Was hatte ich erwartet von Silvia Moreno-Garcias „Die Tochter des Doktor Moreau“? Grusel, Mystery, vielleicht sogar Horror? Gibt es eigentlich eine Gattung die Insel-Horror heißt? Oder wenigstens Halbinsel-Horror? 😉

Was ich aber fand, das war ein Kinderbuch, jedenfalls in der ersten Hälfte. Nun gut, da werden die Personen vorgestellt, der Landsitz, die Gegend. Alles sehr gemächlich, quasi wie im Zeitlupentempo. Keine Höhen, keine Tiefen, es plätschert so dahin. Dann hatte ich Abbruch im Sinn. Nee, dachte ich, dafür ist dir deine Zeit zu schade. Und wow, doch plötzlich und ganz unerwartet wurde es spannend. Hoch spannend. Als hätten zwei verschiedene Autoren hier mit denselben Personen gespielt. Stress kommt auf und die bis dahin recht hölzern agierenden Protagonisten erwachen zum Leben. Etwa so, wie die künstlich erschaffenen Kreaturen, hier hauptsächlich „Hybriden“ genannt. Aber die können alle sprechen, sehen nur komisch aus und leiden an ihren Deformationen. Jedenfalls fast alle, die Titelheldin sieht natürlich nicht komisch aus, die ist schön, wunderschön. Wäre ja auch sonst langweilig – oder?

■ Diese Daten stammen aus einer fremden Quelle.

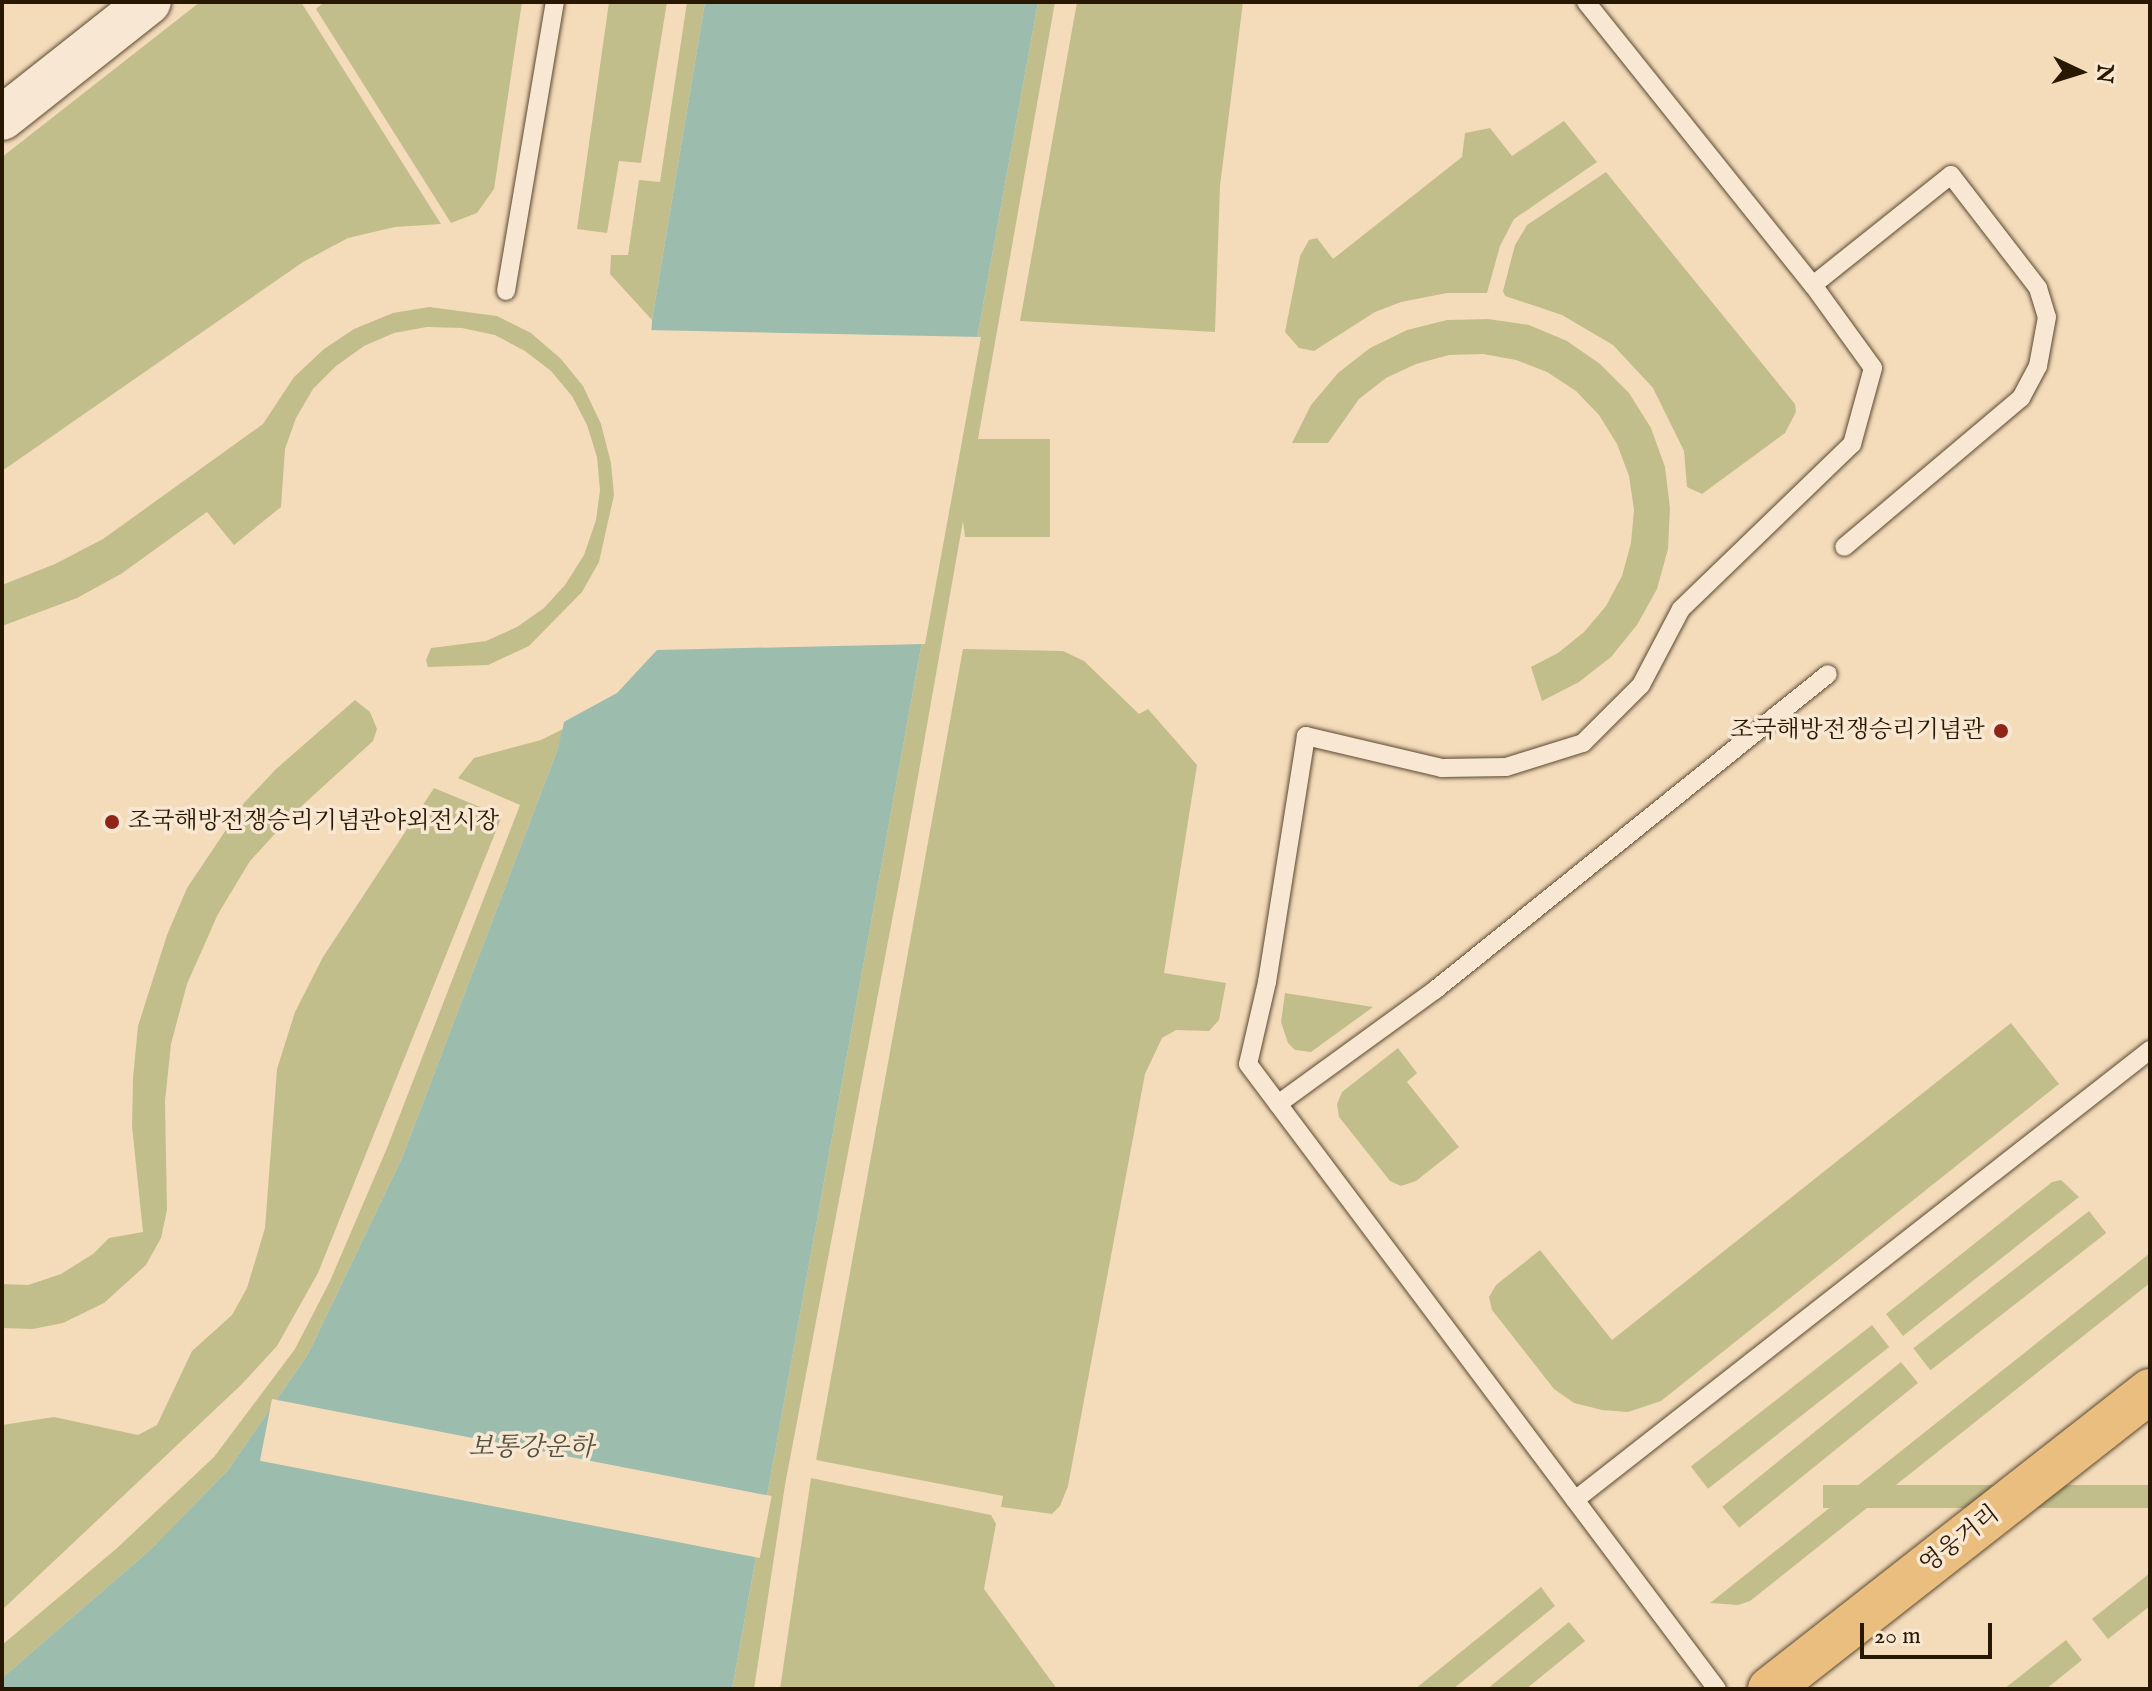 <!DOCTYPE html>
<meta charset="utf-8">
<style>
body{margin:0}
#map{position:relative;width:2152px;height:1691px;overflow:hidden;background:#f4dcbb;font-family:"IM FELL English","Noto Serif KR",serif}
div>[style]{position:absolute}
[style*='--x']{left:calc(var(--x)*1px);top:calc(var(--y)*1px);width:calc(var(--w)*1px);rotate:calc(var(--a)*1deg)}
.green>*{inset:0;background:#c2be8c;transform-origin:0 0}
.water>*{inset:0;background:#9cbcae}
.pier>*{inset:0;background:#f4dcbb;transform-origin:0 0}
.roads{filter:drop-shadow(0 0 2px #5c4930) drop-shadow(0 0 2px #5c4930)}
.lane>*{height:18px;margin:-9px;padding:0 9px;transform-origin:9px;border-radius:9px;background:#f8e8d3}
.secondary>*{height:44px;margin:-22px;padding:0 22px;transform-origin:22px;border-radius:22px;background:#f8e8d3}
.primary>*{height:44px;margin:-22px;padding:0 22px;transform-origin:22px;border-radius:22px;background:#eabe7e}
.dots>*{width:22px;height:22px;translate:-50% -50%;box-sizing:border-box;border:4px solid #f8e8d3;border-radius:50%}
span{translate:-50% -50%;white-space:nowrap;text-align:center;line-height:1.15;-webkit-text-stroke:7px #f8e8d3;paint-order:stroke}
.poi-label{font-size:24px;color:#291801}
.right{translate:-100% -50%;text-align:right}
.left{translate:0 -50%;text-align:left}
.street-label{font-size:24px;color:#291801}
.water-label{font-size:26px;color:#51513e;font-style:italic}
.frame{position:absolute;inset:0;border:4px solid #291801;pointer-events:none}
.north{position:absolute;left:2040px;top:32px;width:80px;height:80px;-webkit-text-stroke:6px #f8e8d3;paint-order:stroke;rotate:94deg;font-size:22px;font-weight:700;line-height:32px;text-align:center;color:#291801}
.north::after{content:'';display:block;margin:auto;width:28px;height:36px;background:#291801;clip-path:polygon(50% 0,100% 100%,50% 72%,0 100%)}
.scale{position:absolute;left:1860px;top:1623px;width:132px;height:36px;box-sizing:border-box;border:4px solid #291801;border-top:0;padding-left:10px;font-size:24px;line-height:28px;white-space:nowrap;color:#291801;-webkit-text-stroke:6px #f8e8d3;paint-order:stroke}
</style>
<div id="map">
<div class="green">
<div style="clip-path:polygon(200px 2px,301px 2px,441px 224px,395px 227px,348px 238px,303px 262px,2px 471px,2px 157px)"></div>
<div style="clip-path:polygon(324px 2px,522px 2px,494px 189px,477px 213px,451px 223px,316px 9px)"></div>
<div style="clip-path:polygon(609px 2px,667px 2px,641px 163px,619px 161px,607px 233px,577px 229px)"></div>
<div style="clip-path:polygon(687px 2px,705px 2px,652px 320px,610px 274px,611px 255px,628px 255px,639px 180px,660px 182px)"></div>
<div style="clip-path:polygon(1038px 2px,1055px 2px,978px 439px,1050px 439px,1050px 537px,965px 537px,963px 521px,901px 873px,785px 1485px,754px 1689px,732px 1689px)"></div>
<div style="clip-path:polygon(1077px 2px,1243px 2px,1220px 186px,1215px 332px,1020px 321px)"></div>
<div style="clip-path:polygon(1564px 121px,1597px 162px,1514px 219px,1500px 246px,1487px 293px,1447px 293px,1401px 302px,1375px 312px,1314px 351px,1299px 348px,1285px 332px,1300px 256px,1309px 240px,1317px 238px,1333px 259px,1462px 157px,1465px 133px,1490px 128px,1512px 156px)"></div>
<div style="clip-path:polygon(1606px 172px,1795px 404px,1796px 412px,1785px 433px,1702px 494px,1687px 487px,1684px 451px,1653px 388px,1613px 345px,1562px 315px,1505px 296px,1503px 291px,1515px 245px,1527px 225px)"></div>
<div style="clip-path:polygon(429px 307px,497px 316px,531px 333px,561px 359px,583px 386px,601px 424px,611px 463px,614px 495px,599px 562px,582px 592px,529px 646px,488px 665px,428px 667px,426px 660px,431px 648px,486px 641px,517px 627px,544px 608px,565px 585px,584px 555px,596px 520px,600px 490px,597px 457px,587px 425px,572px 396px,551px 371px,525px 351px,495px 335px,462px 328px,427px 327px,394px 333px,364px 346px,336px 366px,313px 389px,296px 418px,285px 449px,281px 507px,234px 545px,207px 512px,121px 574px,77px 598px,2px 626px,2px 585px,55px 564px,103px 539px,263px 424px,294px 377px,324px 349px,354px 329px,393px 313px)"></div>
<div style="clip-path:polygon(1488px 319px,1529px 325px,1567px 341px,1600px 364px,1629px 393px,1651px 428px,1665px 467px,1670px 508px,1668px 549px,1657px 589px,1637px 625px,1611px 657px,1579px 682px,1542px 701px,1531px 667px,1558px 653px,1584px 632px,1606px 606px,1622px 576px,1631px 543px,1634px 510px,1629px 476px,1617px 444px,1599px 415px,1576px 391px,1547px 372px,1516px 360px,1483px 354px,1449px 355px,1416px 364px,1386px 378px,1359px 399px,1328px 443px,1292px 443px,1311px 405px,1338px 373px,1370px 348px,1407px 330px,1447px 320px)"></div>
<div style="clip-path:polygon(963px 649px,1063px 651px,1084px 661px,1139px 714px,1148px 709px,1197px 765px,1164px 973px,1226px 983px,1219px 1020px,1209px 1031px,1176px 1030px,1162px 1038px,1145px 1074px,1068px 1486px,1060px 1506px,1052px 1514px,1001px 1507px,1003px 1496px,816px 1460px)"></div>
<div style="clip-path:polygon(355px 700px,370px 712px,377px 729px,373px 741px,293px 814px,250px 861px,218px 914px,187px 984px,171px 1044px,165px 1101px,167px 1210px,161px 1238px,146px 1265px,104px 1303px,63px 1323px,33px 1329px,2px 1328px,2px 1284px,28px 1285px,61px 1274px,93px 1254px,109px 1238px,143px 1232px,132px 1126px,133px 1078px,138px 1026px,167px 935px,187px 888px,244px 803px,276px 769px)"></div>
<div style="clip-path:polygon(563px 729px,557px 751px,402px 1158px,308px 1354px,228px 1470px,150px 1550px,2px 1678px,2px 1645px,116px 1549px,214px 1457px,295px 1349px,330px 1281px,387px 1148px,520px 805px,458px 778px,474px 758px,541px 740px)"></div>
<div style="clip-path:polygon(434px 788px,502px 816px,318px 1273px,277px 1346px,241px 1385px,2px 1610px,2px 1425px,54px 1417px,138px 1435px,157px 1425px,192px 1351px,232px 1315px,247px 1288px,265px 1228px,277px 1069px,295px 1012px,323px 957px)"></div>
<div style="clip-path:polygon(1285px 993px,1373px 1007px,1311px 1052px,1295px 1050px,1288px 1043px,1281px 1022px)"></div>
<div style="clip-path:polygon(2011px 1023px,2059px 1084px,1661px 1401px,1628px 1412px,1602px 1410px,1574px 1403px,1554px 1389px,1492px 1310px,1489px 1297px,1496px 1285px,1540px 1250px,1612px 1340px)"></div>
<div style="clip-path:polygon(1398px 1048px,1417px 1073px,1407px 1082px,1459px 1147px,1416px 1181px,1401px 1186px,1390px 1181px,1339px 1117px,1337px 1104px,1342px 1092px)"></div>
<div style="clip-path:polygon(2061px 1180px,2079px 1197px,1903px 1336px,1886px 1314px,2052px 1182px)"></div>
<div style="left:2089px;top:1211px;width:28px;height:223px;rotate:52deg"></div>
<div style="clip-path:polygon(2150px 1253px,2150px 1283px,1750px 1601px,1738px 1605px,1710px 1603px)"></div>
<div style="left:1872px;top:1325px;width:28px;height:230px;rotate:52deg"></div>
<div style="left:1901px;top:1362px;width:27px;height:230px;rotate:51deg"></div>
<div style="clip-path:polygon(811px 1478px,991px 1515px,996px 1524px,984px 1589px,1057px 1689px,780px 1689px)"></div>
<div style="left:2150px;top:1485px;width:23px;height:327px;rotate:90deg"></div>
<div style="clip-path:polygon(2150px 1573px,2150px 1606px,2108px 1639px,2092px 1619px)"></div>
<div style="clip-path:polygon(1541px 1587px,1555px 1606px,1453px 1689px,1415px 1689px)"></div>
<div style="clip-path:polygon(1569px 1622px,1585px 1641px,1526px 1689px,1487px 1689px)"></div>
<div style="clip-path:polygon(2066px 1640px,2082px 1660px,2046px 1689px,2004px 1689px)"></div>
</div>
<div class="water">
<div style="clip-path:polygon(705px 2px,1038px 2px,732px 1689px,2px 1689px,2px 1678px,150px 1550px,228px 1470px,308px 1354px,402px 1158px,557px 751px,649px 378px,652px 320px)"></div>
</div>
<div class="pier">
<div style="clip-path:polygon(648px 330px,981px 337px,925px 644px,657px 650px,617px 693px,560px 724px,645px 377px)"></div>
<div style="left:272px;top:1399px;width:509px;height:63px;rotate:11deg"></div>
</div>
<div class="roads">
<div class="lane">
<div style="--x:1586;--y:2;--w:363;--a:51.3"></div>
<div style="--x:1813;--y:285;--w:102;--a:54.1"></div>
<div style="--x:1873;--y:368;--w:79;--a:105.4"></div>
<div style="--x:1852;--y:444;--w:238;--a:136"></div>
<div style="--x:1681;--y:609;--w:86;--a:117.8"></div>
<div style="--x:1641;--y:685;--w:82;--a:135"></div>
<div style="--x:1583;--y:743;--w:81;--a:162.7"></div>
<div style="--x:1506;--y:767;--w:64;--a:179.1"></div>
<div style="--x:1442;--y:768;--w:140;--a:-166.8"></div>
<div style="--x:1306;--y:736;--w:249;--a:99"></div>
<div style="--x:1267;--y:982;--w:84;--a:103"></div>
<div style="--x:1248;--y:1064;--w:781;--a:53.12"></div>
<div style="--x:1813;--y:285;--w:176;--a:-38.6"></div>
<div style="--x:1951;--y:175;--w:143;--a:52.4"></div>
<div style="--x:2038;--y:288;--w:30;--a:73"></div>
<div style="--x:2047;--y:317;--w:50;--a:100.4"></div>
<div style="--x:2038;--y:366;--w:36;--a:118"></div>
<div style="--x:2021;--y:398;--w:231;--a:139.9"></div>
<div style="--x:506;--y:291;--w:293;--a:-80.4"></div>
<div style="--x:1278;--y:1104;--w:194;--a:-36"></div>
<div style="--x:1435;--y:990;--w:504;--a:-38.8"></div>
<div style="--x:1575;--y:1500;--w:730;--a:-38.05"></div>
</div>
<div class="secondary">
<div style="--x:2;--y:118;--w:187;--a:-38.3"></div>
</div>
<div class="primary">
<div style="--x:1770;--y:1689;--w:483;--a:-38.1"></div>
</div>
</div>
<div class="dots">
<div style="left:2001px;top:731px;background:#8f2418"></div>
<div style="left:112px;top:822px;background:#8f2418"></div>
</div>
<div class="poi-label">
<span class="right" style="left:1985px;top:731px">조국해방전쟁승리기념관</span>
<span class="left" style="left:128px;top:822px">조국해방전쟁승리기념관야외전시장</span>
</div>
<div class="street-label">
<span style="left:1960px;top:1540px;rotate:-38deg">영웅거리</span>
</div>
<div class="water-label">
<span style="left:531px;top:1448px">보통강운하</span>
</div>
<div class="frame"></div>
<div class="north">N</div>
<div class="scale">20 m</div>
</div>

Also, wie gesagt, ab der zweiten Hälfte nimmt das Geschehen deutlich an Fahrt auf. Und der Kampf ums Überleben beginnt und was nun zu tun sei, ob der ganzen Bedrohungen, die da kommen. Auf den Schöpfer der Kreaturen kann frau (hier Carlota genannt) sich auch nicht mehr verlassen, der bekommt einen Hirnschlag, als man ihn am Nötigsten gebraucht hätte. Und liegt fortan im Bett.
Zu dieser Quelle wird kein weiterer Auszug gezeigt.